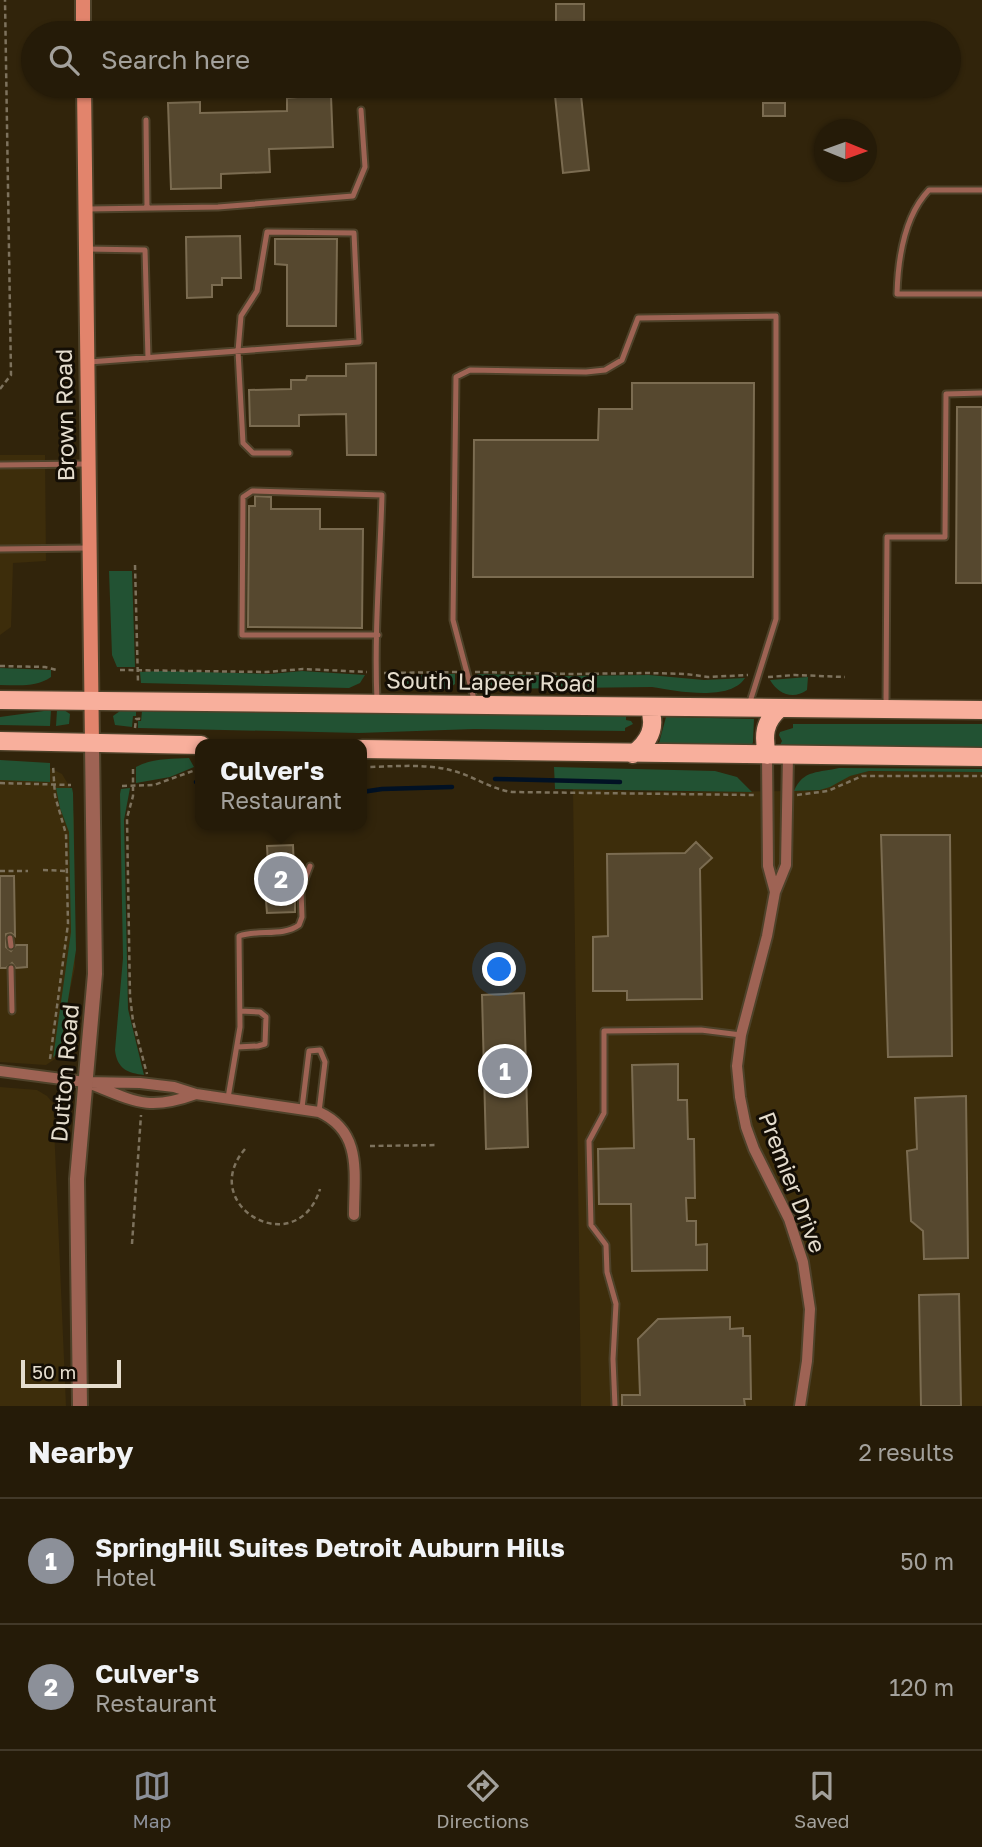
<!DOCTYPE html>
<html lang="en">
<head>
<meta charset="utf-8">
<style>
  :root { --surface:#251b08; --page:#312816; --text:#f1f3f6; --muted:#a3a19c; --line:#423929; --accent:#8c9099 }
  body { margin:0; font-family:"Golos Text",sans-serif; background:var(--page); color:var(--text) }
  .compass { position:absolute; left:814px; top:119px; width:63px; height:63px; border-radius:50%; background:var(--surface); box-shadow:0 2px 5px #0004; rotate:91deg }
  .scale { position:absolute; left:21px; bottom:18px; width:100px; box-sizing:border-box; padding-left:7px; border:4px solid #e5ddce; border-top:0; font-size:19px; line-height:24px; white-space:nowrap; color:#e5ddce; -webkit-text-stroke:5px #140e05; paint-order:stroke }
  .you { position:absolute; left:500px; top:970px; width:24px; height:24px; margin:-18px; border:5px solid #fff; border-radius:50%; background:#1a73e8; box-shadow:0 0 0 10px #1a73e833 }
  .badge { display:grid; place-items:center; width:46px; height:46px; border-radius:50%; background:var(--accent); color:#fff; font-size:23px; font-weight:700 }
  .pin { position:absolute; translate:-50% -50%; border:4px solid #fff; box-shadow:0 2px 7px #0006 }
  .popup { position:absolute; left:195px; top:739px; width:172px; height:91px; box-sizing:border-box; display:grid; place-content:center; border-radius:14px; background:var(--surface); filter:drop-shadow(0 2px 5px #0005); font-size:23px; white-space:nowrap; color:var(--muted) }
  .popup b { font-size:26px; color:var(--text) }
  .popup::after { content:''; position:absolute; left:50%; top:100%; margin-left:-14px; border:14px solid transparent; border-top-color:var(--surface) }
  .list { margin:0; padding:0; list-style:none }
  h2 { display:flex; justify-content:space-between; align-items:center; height:91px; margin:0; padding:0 28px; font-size:30px }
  h2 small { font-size:23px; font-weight:400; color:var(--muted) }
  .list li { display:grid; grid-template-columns:46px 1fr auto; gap:21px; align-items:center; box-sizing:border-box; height:126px; padding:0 28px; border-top:2px solid var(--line) }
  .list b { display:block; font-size:26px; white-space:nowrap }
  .list p { margin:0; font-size:23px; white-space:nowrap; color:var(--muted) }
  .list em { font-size:23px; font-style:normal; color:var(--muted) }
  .icon { flex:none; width:38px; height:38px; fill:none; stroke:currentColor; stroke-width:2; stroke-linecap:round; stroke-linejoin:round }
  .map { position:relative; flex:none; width:982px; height:1406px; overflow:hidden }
  .search { position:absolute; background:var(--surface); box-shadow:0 2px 5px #0004; left:21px; right:21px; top:21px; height:77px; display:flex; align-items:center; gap:18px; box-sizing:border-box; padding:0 24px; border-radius:38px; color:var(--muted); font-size:26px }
  .sheet { height:343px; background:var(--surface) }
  nav { display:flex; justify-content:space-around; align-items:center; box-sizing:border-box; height:98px; border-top:2px solid var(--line); background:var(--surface); font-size:19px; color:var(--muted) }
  nav a { display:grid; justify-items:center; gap:4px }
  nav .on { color:var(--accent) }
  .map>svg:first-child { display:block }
  .built { fill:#3d2d0b }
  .green { fill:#225233 }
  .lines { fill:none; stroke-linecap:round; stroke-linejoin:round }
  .stream { stroke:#011124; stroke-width:4.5 }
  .building { fill:#56482f; stroke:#7b6c51; stroke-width:2 }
  .service-casing { stroke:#4e422a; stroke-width:9 }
  .minor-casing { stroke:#4e422a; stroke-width:14 }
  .tertiary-casing { stroke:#4e422a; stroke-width:18 }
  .secondary-casing { stroke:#4e422a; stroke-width:18 }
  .primary-casing { stroke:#4e422a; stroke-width:21 }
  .path { stroke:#7d725d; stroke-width:2.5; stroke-dasharray:5 3.5; stroke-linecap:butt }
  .service { stroke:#9e6354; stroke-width:5 }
  .minor { stroke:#9e6354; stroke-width:10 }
  .tertiary { stroke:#9e6354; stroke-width:14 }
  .secondary { stroke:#e2846c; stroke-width:14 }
  .primary { stroke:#f8af9c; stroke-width:18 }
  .labels { text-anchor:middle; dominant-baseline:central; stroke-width:6; stroke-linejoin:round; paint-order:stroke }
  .street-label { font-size:23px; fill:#e5ddce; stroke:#140e05 }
</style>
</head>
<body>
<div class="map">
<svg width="982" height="1406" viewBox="0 0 982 1406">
  <rect width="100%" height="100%" fill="#31240b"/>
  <path class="built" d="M0,455H45L46,561L13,563L11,627L0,635Z
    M0,764L38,765L50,768L62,774L71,789L74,819L75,967L68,1000L61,1050L58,1057L46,1065L0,1062Z
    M869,771L982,772V1406H581L573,789L642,792L806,791L820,790L849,776Z
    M0,1087L37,1090L47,1096L53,1103L66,1406H0Z"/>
  <path class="green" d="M109,571H132L135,667H117L112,655Z
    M0,668L51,670V677C35,688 18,685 0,685Z
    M160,671L270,674L302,671L365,675L360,683L349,688L141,683L140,672Z
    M429,674H455V684L448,689L398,688L386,675L408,677Z
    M477,674L563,676L649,675L704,680L745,678C730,702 676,691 652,687L490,689L484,687Z
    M808,677L807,690C793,700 778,694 770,680Z
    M51,710L50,726L0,725V717Z
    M57,710H64L70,714L69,724L56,726Z
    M120,711H136V716H133L132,727L115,725L113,716Z
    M142,711L626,716V720L631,721L633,724L625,728V731L474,729L359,733L138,728V721H141Z
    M666,717L754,719L753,742L752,745L659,743Z
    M793,724H982V747L780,745L782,741L779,735L780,732L793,728Z
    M189,758L194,767L170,777L136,783V767C153,758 171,759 189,758Z
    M0,760L50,763V782L0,780Z
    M554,767L715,771L737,777L752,792L555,789Z
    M839,768L982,769V772L869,771L850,776L830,787L820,790L794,791C803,769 820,773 839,768Z
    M56,788H72L73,793L76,950L61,1044L59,1050L53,1058L71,932L69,832L60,808Z
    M130,788L124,820L128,1009L144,1075C128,1073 117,1069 115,1050L123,958L120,794L121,789Z"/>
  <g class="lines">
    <path class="stream" d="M495,779L620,782
      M196,782L201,783
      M362,792L382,789L452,787"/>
  </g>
  <path class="building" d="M556,4H584V33H556Z
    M297,86H327V96H331L333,147L269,149L270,172L221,174V188L171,189L168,103L200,102V113L287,111V98L297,97Z
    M554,86H580L589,170L563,173Z
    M763,103H785V116H763Z
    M240,236L241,278H222V285H212V297L187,298L186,237Z
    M275,239H337L336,326H287V265L275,264Z
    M376,363V455H347L346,414L299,415V426H250L249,390L291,389V380H306L307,376H346V364Z
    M632,383H754L753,577H473L474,440H598L599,409H632Z
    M957,407H982V583H956Z
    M255,496L271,497V509H320V529H363L362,628L248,627L249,506H255Z
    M881,835H950L952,1056L888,1057Z
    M696,842L712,858L700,869L702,999L627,1000V991H593V937L608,936L607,854L685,853Z
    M293,845L294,871H299V880L295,897V912L267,913L263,864H268L267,846Z
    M0,876H14L15,936L11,933L6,934V947L11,951L16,945H27V967L16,968L12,963L6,968H0Z
    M524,993L528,1147L486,1149L482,995Z
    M678,1064V1100H687L688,1139H694L695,1198H686L687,1221H696V1245L707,1244V1270L632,1271L631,1204H599L598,1149L634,1148L632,1065Z
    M966,1096L968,1258L924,1259L923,1231L911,1221L907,1151L917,1149L915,1098Z
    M959,1294L961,1406H921L919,1295Z
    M730,1317V1329L743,1328V1336H750L751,1399H744L745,1406H622V1395H640L638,1339L658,1319Z"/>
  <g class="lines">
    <g class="service-casing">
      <path id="service" d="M146,120L147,208
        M982,190H929C904,216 898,259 897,294H982
        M88,209L218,207L353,196L365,167L361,110
        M87,249L145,250L148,358
        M89,362C179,355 269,348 359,342L354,233L267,232L257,291L241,316L238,351L243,443L253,453H289
        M0,465L87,464
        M0,549L88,548
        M377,701C374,633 380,564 382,495L252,491L243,497L242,635H378
        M475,703L453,620L456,377L470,370L586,372L605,370L622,360L638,318L776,316V619L749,705
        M886,706L887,537H945L946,394L982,393
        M10,938L11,946
        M11,968L12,1011
        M237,1047L258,1046L265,1044L266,1017L260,1012L240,1011
        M228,1098L240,1027L239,936C258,929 283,937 299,925L302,917L301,890L310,866
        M302,1108L309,1051L320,1050L325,1062L319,1112
        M615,1406L613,1359L616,1304L607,1272L606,1245L591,1225L589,1141L604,1113V1031L701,1030L741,1035"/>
    </g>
    <g class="minor-casing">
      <path id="minor" d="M767,755L768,866L775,892
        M788,756L786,865L775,892L767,936L741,1035L737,1066L740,1097L746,1127L754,1149L789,1219L803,1262L810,1309L807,1361L800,1406
        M0,1071L85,1082L140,1083L174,1087L196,1094L319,1112C363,1132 354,1174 354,1215
        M91,1084C136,1102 149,1111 196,1094"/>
    </g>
    <g class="tertiary-casing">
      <path id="tertiary" d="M80,1406L77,1179L95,974L92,744"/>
    </g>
    <g class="secondary-casing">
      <path id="secondary" d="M83,0V33
        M84,86L92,744"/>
    </g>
    <g class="primary-casing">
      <path id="primary" d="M0,700L982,710
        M0,741L201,745
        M362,749L982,757
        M633,754C649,742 657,727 649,707
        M767,755C763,736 764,722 779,709"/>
    </g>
    <path class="path" d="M0,389L11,375L5,0
      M135,565L138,683
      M0,666L45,667L57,670
      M120,670L266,672L303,669L367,672
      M475,672L574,674L648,673L686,674L708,677L748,675
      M384,673L458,672
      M768,677L795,675L845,677
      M135,728L136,719H139V715
      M362,767C390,767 422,763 450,770C472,775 490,789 512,792L755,795
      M133,769V796L127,818L130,996L133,1021L147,1074
      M0,783L71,785
      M122,786L154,785L201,768
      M797,795L828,791L862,776H982
      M43,870L67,871
      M0,871H28
      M50,1059L68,924L66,834L55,796L53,765
      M370,1146L438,1145
      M245,1149C196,1206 297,1263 320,1189
      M132,1244L141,1115"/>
    <use href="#service" class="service"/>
    <use href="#minor" class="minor"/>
    <use href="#tertiary" class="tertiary"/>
    <use href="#secondary" class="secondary"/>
    <use href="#primary" class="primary"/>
  </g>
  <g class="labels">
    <g class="street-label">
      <text transform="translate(64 415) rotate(-91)">Brown Road</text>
      <text transform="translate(491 681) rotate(1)">South Lapeer Road</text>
      <text transform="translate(64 1073) rotate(-85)">Dutton Road</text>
      <text transform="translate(793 1182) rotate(69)">Premier Drive</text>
    </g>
  </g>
</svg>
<svg class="compass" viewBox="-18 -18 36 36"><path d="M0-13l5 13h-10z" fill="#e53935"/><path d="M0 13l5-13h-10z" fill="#a3a19c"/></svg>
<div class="scale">50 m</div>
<div class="you"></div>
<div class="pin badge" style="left:505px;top:1071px">1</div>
<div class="pin badge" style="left:281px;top:879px">2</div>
<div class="popup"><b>Culver's</b>Restaurant</div>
<div class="search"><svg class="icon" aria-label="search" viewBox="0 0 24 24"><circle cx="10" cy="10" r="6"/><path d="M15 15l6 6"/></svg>Search here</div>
</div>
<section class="sheet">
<h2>Nearby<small>2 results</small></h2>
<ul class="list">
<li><span class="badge">1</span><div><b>SpringHill Suites Detroit Auburn Hills</b><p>Hotel</p></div><em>50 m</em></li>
<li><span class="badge">2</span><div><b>Culver's</b><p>Restaurant</p></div><em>120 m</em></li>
</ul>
</section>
<nav>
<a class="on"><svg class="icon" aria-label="map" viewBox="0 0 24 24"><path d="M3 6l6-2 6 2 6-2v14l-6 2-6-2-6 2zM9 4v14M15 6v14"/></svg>Map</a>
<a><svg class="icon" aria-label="directions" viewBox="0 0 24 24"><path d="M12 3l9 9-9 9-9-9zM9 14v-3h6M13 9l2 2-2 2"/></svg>Directions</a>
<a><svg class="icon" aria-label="saved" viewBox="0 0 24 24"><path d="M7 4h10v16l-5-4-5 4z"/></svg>Saved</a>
</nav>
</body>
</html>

______________________________

### Task brief
Go through the material line by line. Show each line that contains the string "scale".

### Exercise response
  .scale { position:absolute; left:21px; bottom:18px; width:100px; box-sizing:border-box; padding-left:7px; border:4px solid #e5ddce; border-top:0; font-size:19px; line-height:24px; white-space:nowrap; color:#e5ddce; -webkit-text-stroke:5px #140e05; paint-order:stroke }
<div class="scale">50 m</div>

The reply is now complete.